Practical Script — Automated Backup with rsync
Build a production-worthy backup script using rsync, rotating archives, email notifications, and proper error handling. A real-world application of everything in this course.
A backup script is one of the first "real" scripts most sysadmins write — and one of the most important to get right. This script uses rsync for efficient incremental backups, hard links for storage efficiency, automated log rotation, and a summary report.
Design Goals
What this script does
- Rsync-based incremental backup with hard-link snapshots (Time Machine style)
- Each run creates a new dated snapshot; unchanged files are hard-linked from the previous snapshot (zero extra disk space)

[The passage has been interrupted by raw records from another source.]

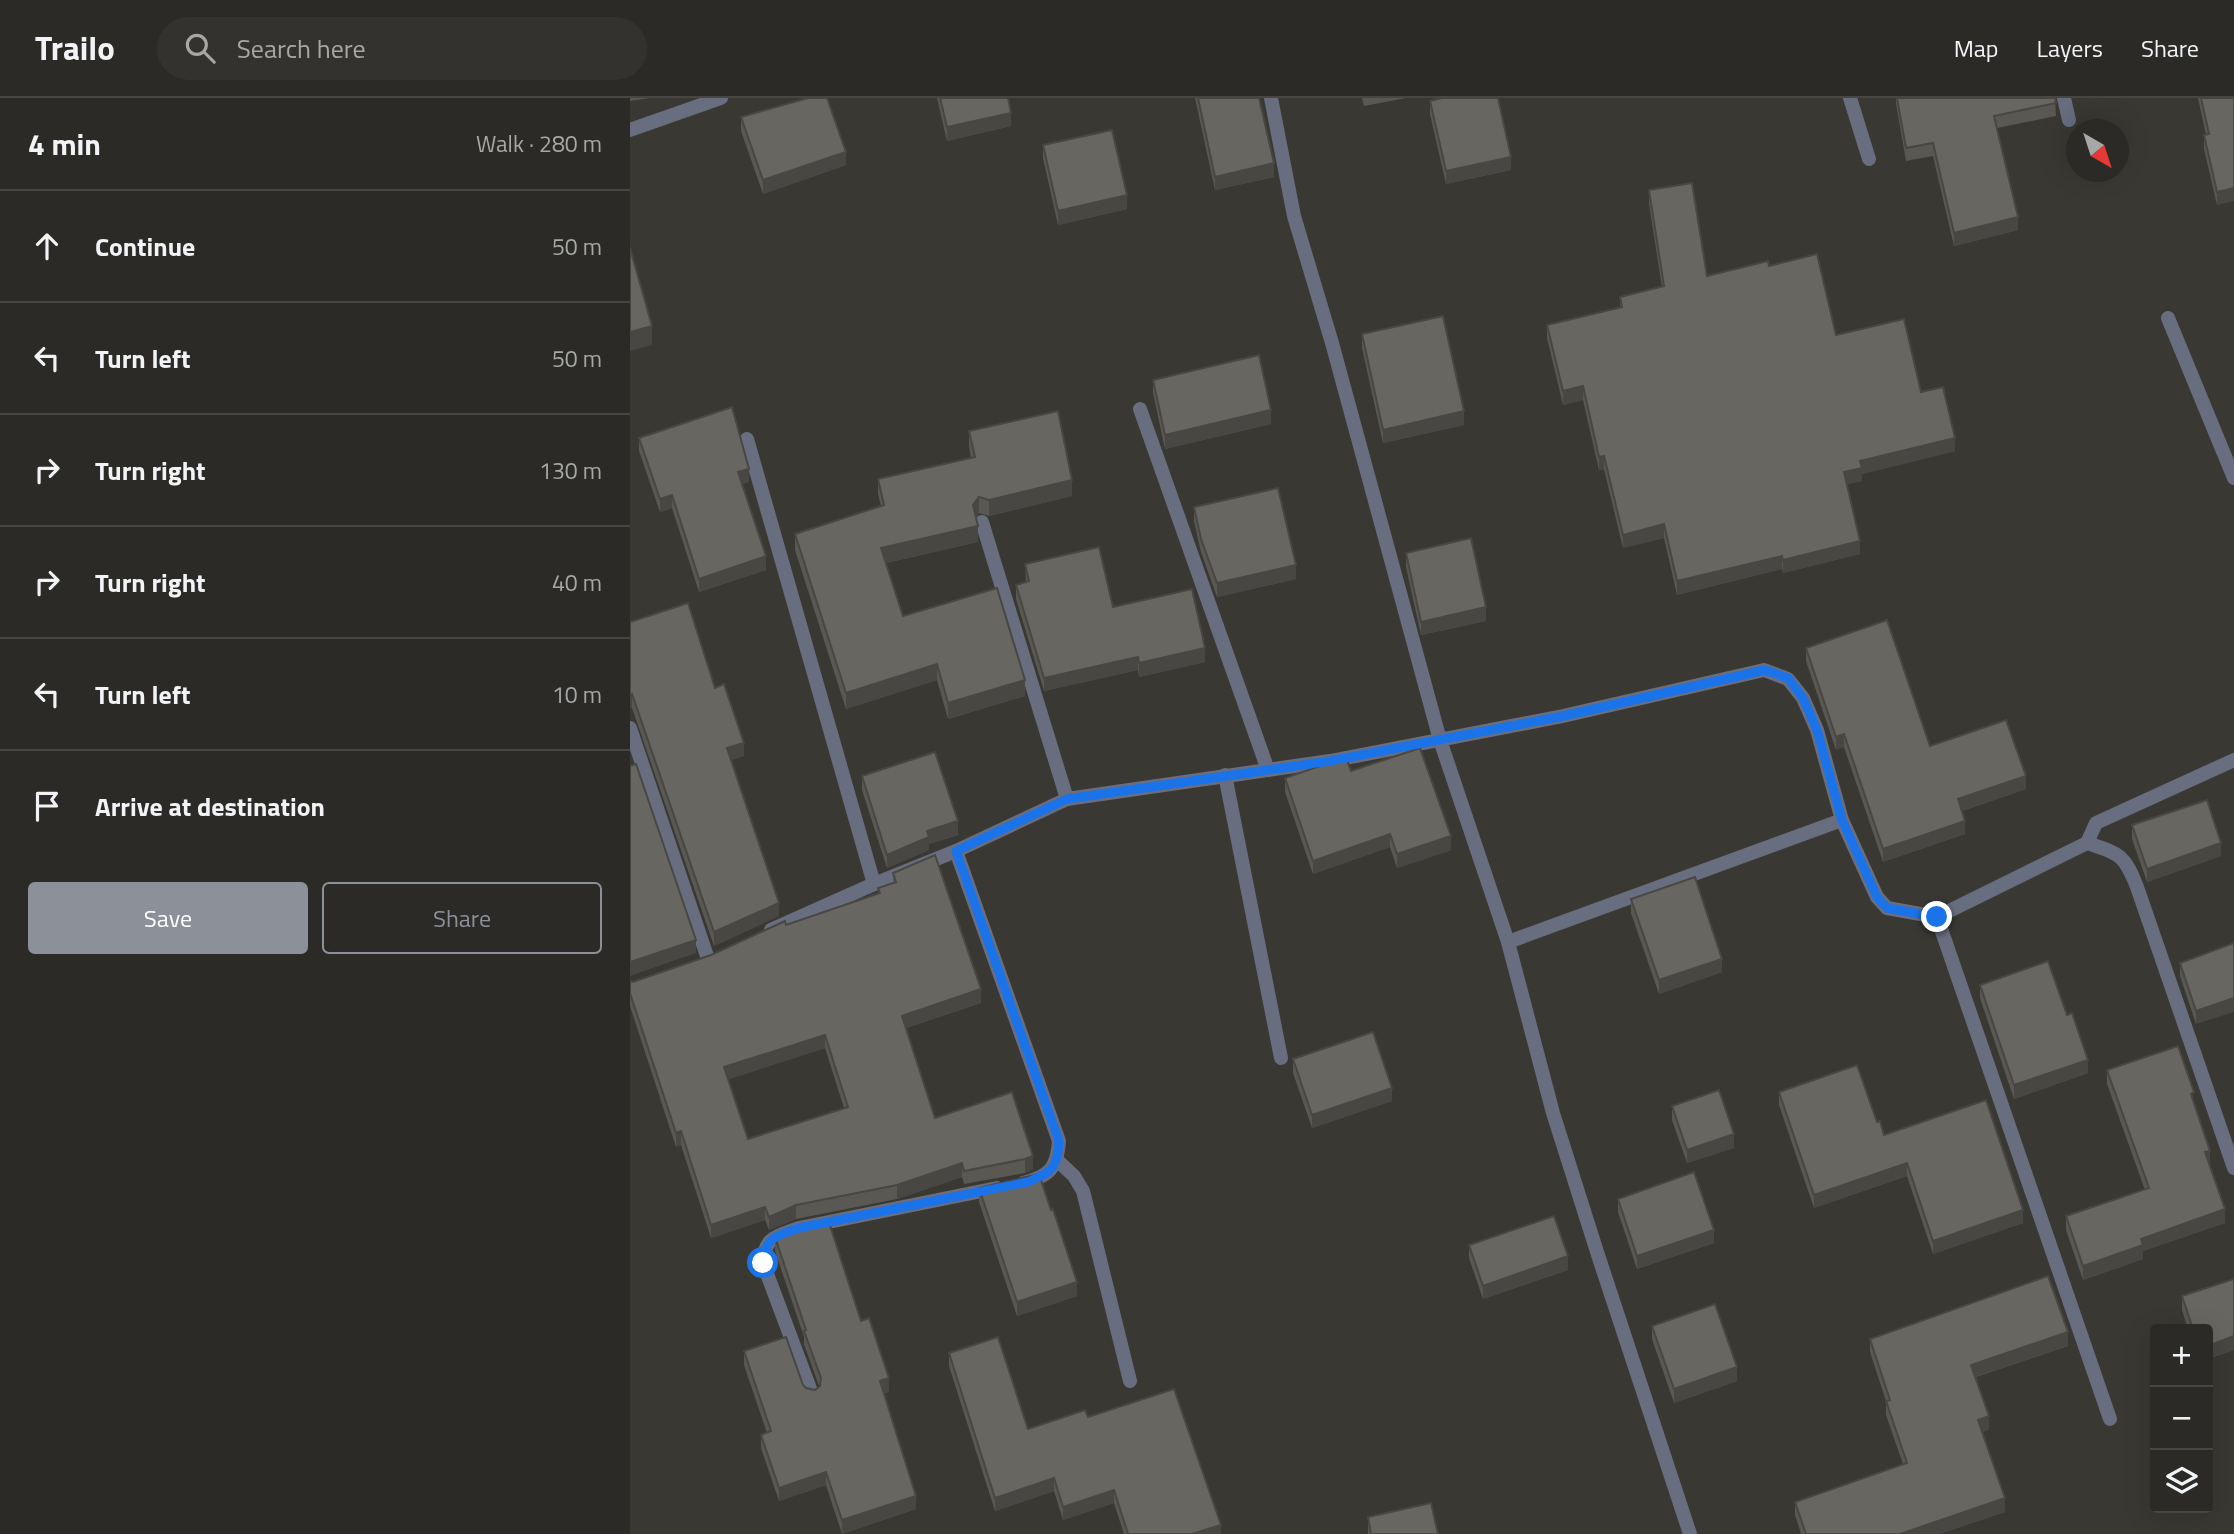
<!DOCTYPE html>
<meta charset="utf-8">
<style>
body{margin:0;font-family:"Titillium Web",sans-serif;background:#33322e;color:#f1f3f6}
.controls{position:absolute;right:21px;bottom:21px;display:grid;overflow:hidden;border-radius:7px;box-shadow:0 7px 28px #0002}
.controls button{width:63px;height:63px;display:grid;place-items:center;padding:0;border:0;border-bottom:2px solid #474643;background:#2b2a26;color:#f1f3f6;font:35px sans-serif}
.compass{position:absolute;left:1436px;top:21px;width:63px;height:63px;border-radius:50%;background:#2b2a26;box-shadow:0 7px 28px #0002;rotate:141deg}
.stop{position:absolute;width:21px;height:21px;margin:-16px;border:5px solid #1a73e8;border-radius:50%;background:#fff}
.stop.end{background:#1a73e8;border-color:#fff;box-shadow:0 2px 7px #0008}
.list{margin:0;padding:0;list-style:none}
h2{display:flex;justify-content:space-between;align-items:center;height:91px;margin:0;padding:0 28px;font-size:30px}
h2 small{font-size:23px;font-weight:400;color:#a6a7a7}
.list li{display:grid;grid-template-columns:46px 1fr auto;gap:21px;align-items:center;box-sizing:border-box;height:112px;padding:0 28px;border-top:2px solid #474643}
.list b{display:block;font-size:26px;white-space:nowrap}
.list em{font-size:23px;font-style:normal;color:#a6a7a7}
.actions{display:flex;gap:14px;padding:21px 28px}
.actions a{flex:1;padding:16px 0;border:2px solid #8c9099;border-radius:7px;text-align:center;font-size:24px;color:#8c9099}
.actions .main{background:#8c9099;color:#fff}
.icon{flex:none;width:38px;height:38px;fill:none;stroke:currentColor;stroke-width:2;stroke-linecap:round;stroke-linejoin:round}
.map{position:relative;flex:none;width:1604px;height:1436px;overflow:hidden}
header{display:flex;align-items:center;gap:42px;box-sizing:border-box;height:98px;padding:0 35px;background:#2b2a26;border-bottom:2px solid #474643}
header strong{font-size:33px}
nav{display:flex;gap:38px;margin-inline-start:auto;font-size:24px}
.search{width:490px;height:63px;background:#33322e;display:flex;align-items:center;gap:18px;box-sizing:border-box;padding:0 24px;border-radius:38px;color:#a6a7a7;font-size:26px}
main{display:flex}
aside{flex:1;background:#2b2a26}
.map>svg:first-child{display:block}
</style>
<header>
<strong>Trailo</strong>
<div class="search"><svg class="icon" aria-label="search" viewBox="0 0 24 24"><circle cx="10" cy="10" r="6"/><path d="M15 15l6 6"/></svg>Search here</div>
<nav><a>Map</a><a>Layers</a><a>Share</a></nav>
</header>
<main>
<aside>
<h2>4 min<small>Walk · 280 m</small></h2>
<ul class="list">
<li><svg class="icon" aria-label="ahead" viewBox="0 0 24 24"><path d="M12 20V5M6 11l6-6 6 6"/></svg><div><b>Continue</b></div><em>50 m</em></li>
<li><svg class="icon" aria-label="left" viewBox="0 0 24 24"><path d="M17 20v-9H6M10 6l-5 5 5 5"/></svg><div><b>Turn left</b></div><em>50 m</em></li>
<li><svg class="icon" aria-label="right" viewBox="0 0 24 24"><path d="M7 20v-9h11M14 6l5 5-5 5"/></svg><div><b>Turn right</b></div><em>130 m</em></li>
<li><svg class="icon" aria-label="right" viewBox="0 0 24 24"><path d="M7 20v-9h11M14 6l5 5-5 5"/></svg><div><b>Turn right</b></div><em>40 m</em></li>
<li><svg class="icon" aria-label="left" viewBox="0 0 24 24"><path d="M17 20v-9H6M10 6l-5 5 5 5"/></svg><div><b>Turn left</b></div><em>10 m</em></li>
<li><svg class="icon" aria-label="arrive" viewBox="0 0 24 24"><path d="M6 21V4h12l-3 4 3 4H6"/></svg><div><b>Arrive at destination</b></div></li>
</ul>
<div class="actions"><a class="main">Save</a><a>Share</a></div>
</aside>
<div class="map">
<svg width="1604" height="1436" viewBox="0 0 1604 1436">
<rect width="100%" height="100%" fill="#393833"/>
<g fill="none" stroke-linecap="round" stroke-linejoin="round">
<g stroke="#686d80" stroke-width="14">
<polyline points="641,0 664,118 702,245 810,642 878,844 923,1015 968,1157 1060,1436"/>
<polyline points="1220,0 1239,61"/>
<polyline points="1434,0 1439,22"/>
<polyline points="0,32 91,0"/>
<polyline points="1538,220 1604,380"/>
<polyline points="510,311 638,672"/>
<polyline points="117,341 244,786"/>
<polyline points="352,424 437,701"/>
<polyline points="0,630 78,861"/>
<polyline points="595,677 651,960"/>
<polyline points="1457,745 1466,725 1604,662"/>
<path d="M326,753l103,290c-2,27 -9,35 -36,42"/>
<polyline points="1307,819 1480,1321"/>
<path d="M141,832l103,-46 82,-33 111,-52 263,-38 233,-45 201,-46 24,9 15,19 14,32 25,90 35,77 10,11 50,9 150,-74c33,11 37,11 50,44l97,281"/>
<polyline points="878,844 1212,722"/>
<polyline points="428,1063 444,1078 453,1093 500,1283"/>
<path d="M182,1296l-49,-131c1,-26 14,-27 36,-35l198,-40"/>
</g>
</g>
<g fill="#595853" fill-rule="evenodd">
<polygon points="0,0 20,0 0,3"/>
<polygon points="307,0 378,0 381,28 317,43"/>
<polygon points="565,0 629,0 644,79 585,92"/>
<polygon points="732,0 776,0 734,8"/>
<polygon points="1266,0 1425,0 1426,18 1367,30 1388,132 1324,148 1303,58 1276,63 1266,6"/>
<polygon points="1568,0 1604,0 1587,107 1574,51 1574,37 1576,37"/>
<polygon points="800,3 881,72 816,86 800,16"/>
<polygon points="111,19 216,67 133,96 111,33"/>
<polygon points="413,47 497,111 428,127 413,60"/>
<polygon points="1019,92 1077,178 1139,168 1206,237 1291,294 1325,353 1232,376 1232,383 1217,386 1230,456 1153,475 1152,471 1047,497 1034,440 993,450 974,371 969,372 953,302 933,307 917,240 917,227 990,210 990,199 1032,189 1019,106"/>
<polygon points="732,236 834,327 753,345 732,250"/>
<polygon points="523,282 641,326 535,351 523,295"/>
<polygon points="339,333 442,398 359,418 349,415 346,419 348,444 256,465 273,518 395,598 318,621 307,582 216,611 165,452 165,436 251,408 248,396 248,381 341,360 339,349"/>
<polygon points="9,340 119,384 112,386 136,472 69,494 42,410 30,414 9,353"/>
<polygon points="564,409 666,481 587,499 571,454 564,423"/>
<polygon points="776,455 856,523 791,537 776,469"/>
<polygon points="395,466 483,509 575,564 509,579 508,572 414,593 386,501 386,487 396,484"/>
<polygon points="0,524 85,590 114,658 101,662 149,818 84,848 2,610"/>
<polygon points="1176,550 1300,648 1396,691 1332,713 1335,736 1253,764 1214,649 1206,652 1176,563"/>
<polygon points="721,673 821,752 767,770 760,749 683,776 655,694 655,680"/>
<polygon points="232,678 328,737 299,746 299,752 257,770 232,692"/>
<polygon points="1502,727 1591,758 1517,784 1502,741"/>
<path d="M263,775l88,130 -75,25 29,90 77,-26 21,77 -8,4 -61,11 -2,-7 -65,22 -101,20 -27,11 -4,-10 -54,18 -30,-93 -5,2 -46,-141v-25l3,1 78,-27 75,-30 92,-31v-6l15,-5zM195,950l19,60 -96,31 -20,-60z"/>
<polygon points="1001,801 1092,874 1029,896 1001,815"/>
<polygon points="1604,845 1566,926 1550,878 1550,865"/>
<polygon points="1350,887 1437,917 1458,975 1384,1001 1350,900"/>
<polygon points="663,961 762,1003 682,1030 663,975"/>
<polygon points="1477,972 1564,1005 1595,1125 1513,1153 1513,1161 1453,1182 1436,1132 1436,1118 1515,1092 1477,986"/>
<polygon points="1149,994 1247,1024 1254,1037 1393,1125 1303,1156 1277,1078 1184,1110 1149,1007"/>
<polygon points="1042,1008 1104,1050 1057,1065 1042,1022"/>
<polygon points="349,1090 421,1112 447,1198 387,1218 349,1104"/>
<polygon points="988,1101 1084,1145 1007,1171 988,1114"/>
<polygon points="145,1139 231,1223 259,1294 254,1295 286,1411 212,1436 196,1387 149,1403 131,1350 131,1337 137,1335 114,1267 114,1253 176,1290 185,1292 189,1288 174,1246 174,1239 145,1153"/>
<polygon points="839,1147 938,1172 853,1201 839,1160"/>
<polygon points="1604,1181 1604,1252 1578,1261 1578,1231 1558,1231 1552,1212 1552,1198"/>
<polygon points="1022,1228 1107,1283 1044,1305 1022,1241"/>
<polygon points="1240,1241 1438,1248 1346,1279 1359,1332 1352,1334 1375,1414 1309,1436 1171,1436 1165,1417 1165,1404 1273,1366 1256,1317 1256,1303 1240,1254"/>
<polygon points="319,1255 398,1331 458,1319 591,1436 494,1436 484,1405 433,1422 424,1393 365,1413 319,1268"/>
<polygon points="738,1419 808,1436 738,1436"/>
</g>
<g fill="#494744">
<polygon points="381,15 381,28 317,43 317,29"/>
<polygon points="216,54 216,67 133,96 133,82"/>
<polygon points="881,59 881,72 816,86 816,73"/>
<polygon points="644,65 644,79 585,92 585,79"/>
<polygon points="1604,90 1604,103 1587,107 1587,94"/>
<polygon points="497,97 497,111 428,127 428,113"/>
<polygon points="1388,119 1388,132 1324,148 1324,135"/>
<polygon points="22,228 22,247 0,253 0,234"/>
<polygon points="953,288 953,302 933,307 933,293"/>
<polygon points="641,312 641,326 535,351 535,337"/>
<polygon points="834,313 834,327 753,345 753,332"/>
<polygon points="1325,340 1325,353 1232,376 1232,383 1214,387 1214,374 1230,363"/>
<polygon points="974,358 974,371 969,372 969,359"/>
<polygon points="119,371 119,384 108,388 108,374"/>
<polygon points="442,382 442,398 359,418 359,402"/>
<polygon points="42,397 42,410 30,414 30,401"/>
<polygon points="349,399 349,415 343,423 343,407"/>
<polygon points="1034,426 1034,440 993,450 993,437"/>
<polygon points="348,428 348,444 251,466 251,450"/>
<polygon points="1230,443 1230,456 1153,475 1153,462"/>
<polygon points="136,458 136,472 69,494 69,481"/>
<polygon points="1152,458 1152,471 1047,497 1047,483"/>
<polygon points="666,467 666,481 587,499 587,485"/>
<polygon points="856,509 856,523 791,537 791,524"/>
<polygon points="575,550 575,564 509,579 509,565"/>
<polygon points="508,559 508,572 414,593 414,580"/>
<polygon points="307,566 307,582 216,611 216,595"/>
<polygon points="395,582 395,598 318,621 318,605"/>
<polygon points="2,596 2,610 0,610 0,597"/>
<polygon points="1214,636 1214,649 1206,652 1206,639"/>
<polygon points="114,645 114,658 97,663 97,650"/>
<polygon points="1396,678 1396,691 1328,714 1328,701"/>
<polygon points="328,723 328,737 299,746 299,752 257,770 257,757 297,733"/>
<polygon points="1335,723 1335,736 1253,764 1253,751"/>
<polygon points="760,736 760,749 683,776 683,763"/>
<polygon points="821,738 821,752 767,770 767,756"/>
<polygon points="1591,745 1591,758 1517,784 1517,771"/>
<polygon points="149,805 149,818 84,848 84,834"/>
<polygon points="66,842 66,855 0,878 0,864"/>
<polygon points="1092,861 1092,874 1029,896 1029,882"/>
<polygon points="351,891 351,905 272,931 272,918"/>
<polygon points="1604,900 1604,914 1566,926 1566,913"/>
<polygon points="195,937 195,950 94,983 94,969"/>
<polygon points="1458,962 1458,975 1384,1001 1384,987"/>
<polygon points="762,990 762,1003 682,1030 682,1017"/>
<polygon points="51,1033 51,1047 46,1049 46,1035"/>
<polygon points="1104,1036 1104,1050 1057,1065 1057,1052"/>
<polygon points="1580,1053 1580,1066 1575,1068 1575,1054"/>
<polygon points="403,1058 403,1071 395,1075 395,1061"/>
<polygon points="332,1065 332,1079 267,1101 267,1087"/>
<polygon points="1277,1065 1277,1078 1184,1110 1184,1097"/>
<polygon points="166,1107 166,1121 139,1132 139,1119"/>
<polygon points="135,1109 135,1122 81,1140 81,1127"/>
<polygon points="1595,1111 1595,1125 1513,1153 1513,1161 1453,1182 1453,1168 1511,1141"/>
<polygon points="1393,1112 1393,1125 1303,1156 1303,1143"/>
<polygon points="1084,1132 1084,1145 1007,1171 1007,1158"/>
<polygon points="938,1158 938,1172 853,1201 853,1188"/>
<polygon points="447,1184 447,1198 387,1218 387,1204"/>
<polygon points="1438,1234 1438,1248 1341,1280 1341,1267"/>
<polygon points="1604,1238 1604,1252 1578,1261 1578,1248"/>
<polygon points="1107,1269 1107,1283 1044,1305 1044,1291"/>
<polygon points="259,1280 259,1294 250,1297 250,1283"/>
<polygon points="1359,1318 1359,1332 1348,1336 1348,1322"/>
<polygon points="196,1374 196,1387 149,1403 149,1390"/>
<polygon points="424,1380 424,1393 365,1413 365,1400"/>
<polygon points="484,1392 484,1405 433,1422 433,1409"/>
<polygon points="286,1398 286,1411 212,1436 212,1422"/>
<polygon points="1375,1400 1375,1414 1309,1436 1270,1436"/>
<polygon points="591,1427 591,1436 562,1436"/>
</g>
<g fill="#686661" stroke="#494744" stroke-width="2" fill-rule="evenodd">
<polygon points="178,0 197,0 216,54 133,82 111,19"/>
<polygon points="310,0 378,0 381,15 317,29"/>
<polygon points="568,0 629,0 644,65 585,79"/>
<polygon points="812,0 868,0 881,59 816,73 800,3"/>
<polygon points="1267,0 1425,0 1426,5 1364,18 1388,119 1324,135 1303,45 1276,50"/>
<polygon points="1571,0 1604,0 1604,90 1587,94 1574,37 1579,36"/>
<polygon points="482,32 497,97 428,113 413,47"/>
<polygon points="1062,85 1077,178 1138,163 1139,168 1187,156 1206,237 1274,221 1291,294 1313,289 1325,340 1230,363 1232,370 1214,374 1230,443 1153,462 1152,458 1047,483 1034,426 993,437 974,358 969,359 953,288 933,293 917,227 992,209 990,199 1034,188 1019,92"/>
<polygon points="0,150 22,228 0,234"/>
<polygon points="813,218 834,313 753,332 732,236"/>
<polygon points="629,257 641,312 535,337 523,282"/>
<polygon points="102,309 119,371 108,374 136,458 69,481 42,397 30,401 9,340"/>
<polygon points="428,313 442,382 359,402 349,399 343,407 348,428 251,450 273,518 367,490 395,582 318,605 307,566 216,595 165,436 254,407 248,381 345,359 339,333"/>
<polygon points="648,390 666,467 587,485 571,441 564,409"/>
<polygon points="841,440 856,509 791,524 776,455"/>
<polygon points="469,449 483,509 562,491 575,550 509,565 508,559 414,580 386,487 399,483 395,466"/>
<polygon points="58,505 85,590 94,586 114,645 97,650 149,805 84,834 2,596 0,597 0,524"/>
<polygon points="1257,522 1300,648 1376,622 1396,678 1328,701 1335,723 1253,751 1214,636 1206,639 1176,550"/>
<polygon points="790,650 821,738 767,756 760,736 683,763 655,680 716,659 721,673"/>
<polygon points="305,654 328,723 297,733 299,739 257,757 232,678"/>
<polygon points="6,666 66,842 0,864 0,668"/>
<polygon points="1577,702 1591,745 1517,771 1502,727"/>
<path d="M305,757l46,134 -79,27 33,102 77,-26 21,64 -8,3 -61,12 -2,-8 -65,22 -101,20 -27,12 -4,-10 -54,18 -30,-94 -5,2 -46,-140v-12l3,1 78,-27 74,-34 1,4 94,-32 -2,-5 18,-6 -3,-9zM195,937l23,72 -100,32 -24,-72z"/>
<polygon points="1065,779 1092,861 1029,882 1001,801"/>
<polygon points="1604,845 1604,900 1566,913 1550,865"/>
<polygon points="1418,863 1437,917 1442,915 1458,962 1384,987 1350,887"/>
<polygon points="743,934 762,990 682,1017 663,961"/>
<polygon points="1548,948 1564,994 1561,996 1580,1053 1575,1054 1595,1111 1511,1141 1513,1147 1453,1168 1436,1118 1519,1090 1477,972"/>
<polygon points="1227,967 1247,1024 1250,1023 1254,1037 1356,1002 1393,1112 1303,1143 1277,1065 1184,1097 1149,994"/>
<polygon points="1089,992 1104,1036 1057,1052 1042,1008"/>
<polygon points="1064,1074 1084,1132 1007,1158 988,1101"/>
<polygon points="409,1076 421,1112 423,1111 447,1184 387,1204 349,1090"/>
<polygon points="924,1118 938,1158 853,1188 839,1147"/>
<polygon points="198,1121 231,1223 239,1220 259,1280 250,1283 286,1398 212,1422 196,1374 149,1390 131,1337 141,1333 114,1253 156,1239 173,1287 176,1290 185,1292 190,1288 191,1280 174,1233 176,1232 145,1139 158,1131"/>
<polygon points="1418,1178 1438,1234 1341,1267 1359,1318 1348,1322 1375,1400 1270,1436 1176,1436 1165,1404 1277,1365 1256,1303 1260,1302 1240,1241"/>
<polygon points="1604,1181 1604,1238 1578,1248 1578,1231 1563,1231 1552,1198"/>
<polygon points="1085,1206 1107,1269 1044,1291 1022,1228"/>
<polygon points="368,1239 398,1331 455,1312 458,1319 544,1291 591,1427 562,1436 498,1436 484,1392 433,1409 424,1380 365,1400 319,1255"/>
<polygon points="801,1405 808,1436 741,1436 738,1419"/>
</g>
<g fill="none" stroke-linecap="round" stroke-linejoin="round">
<path stroke="#1a73e8" stroke-width="9" d="M133,1165c1,-26 14,-27 36,-35l229,-46c25,-11 29,-13 31,-41l-103,-290 111,-52 263,-38 233,-45 202,-46 23,8 15,20 14,32 25,90 35,77 10,11 50,9"/>
</g>
</svg>
<div class="controls">
<button>+</button>
<button>−</button>
<button><svg class="icon" aria-label="layers" viewBox="0 0 24 24"><path d="M12 4l9 5-9 5-9-5zM3 14l9 5 9-5"/></svg></button>
</div>
<svg class="compass" viewBox="-18 -18 36 36"><path d="M0-13l5 13h-10z" fill="#e53935"/><path d="M0 13l5-13h-10z" fill="#a6a7a7"/></svg>
<div class="stop" style="left:133px;top:1165px"></div>
<div class="stop end" style="left:1307px;top:819px"></div>
</div>
</main>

- Keeps configurable number of snapshots
- Locked with a PID file to prevent concurrent runs
- Logs to file with timestamps
- Sends a summary to stdout (for cron email)
#!/usr/bin/env bash
# backup.sh — Incremental snapshot backup using rsync hard-links
set -euo pipefail
# ── Configuration ─────────────────────────────────────────────────────────────
SOURCE="${1:?Usage: $0 <source> <destination> [keep]}"
DEST="${2:?Usage: $0 <source> <destination> [keep]}"
KEEP="${3:-14}" # number of snapshots to keep
LOCKFILE="/tmp/backup-$(echo "$DEST" | tr '/' '_').lock"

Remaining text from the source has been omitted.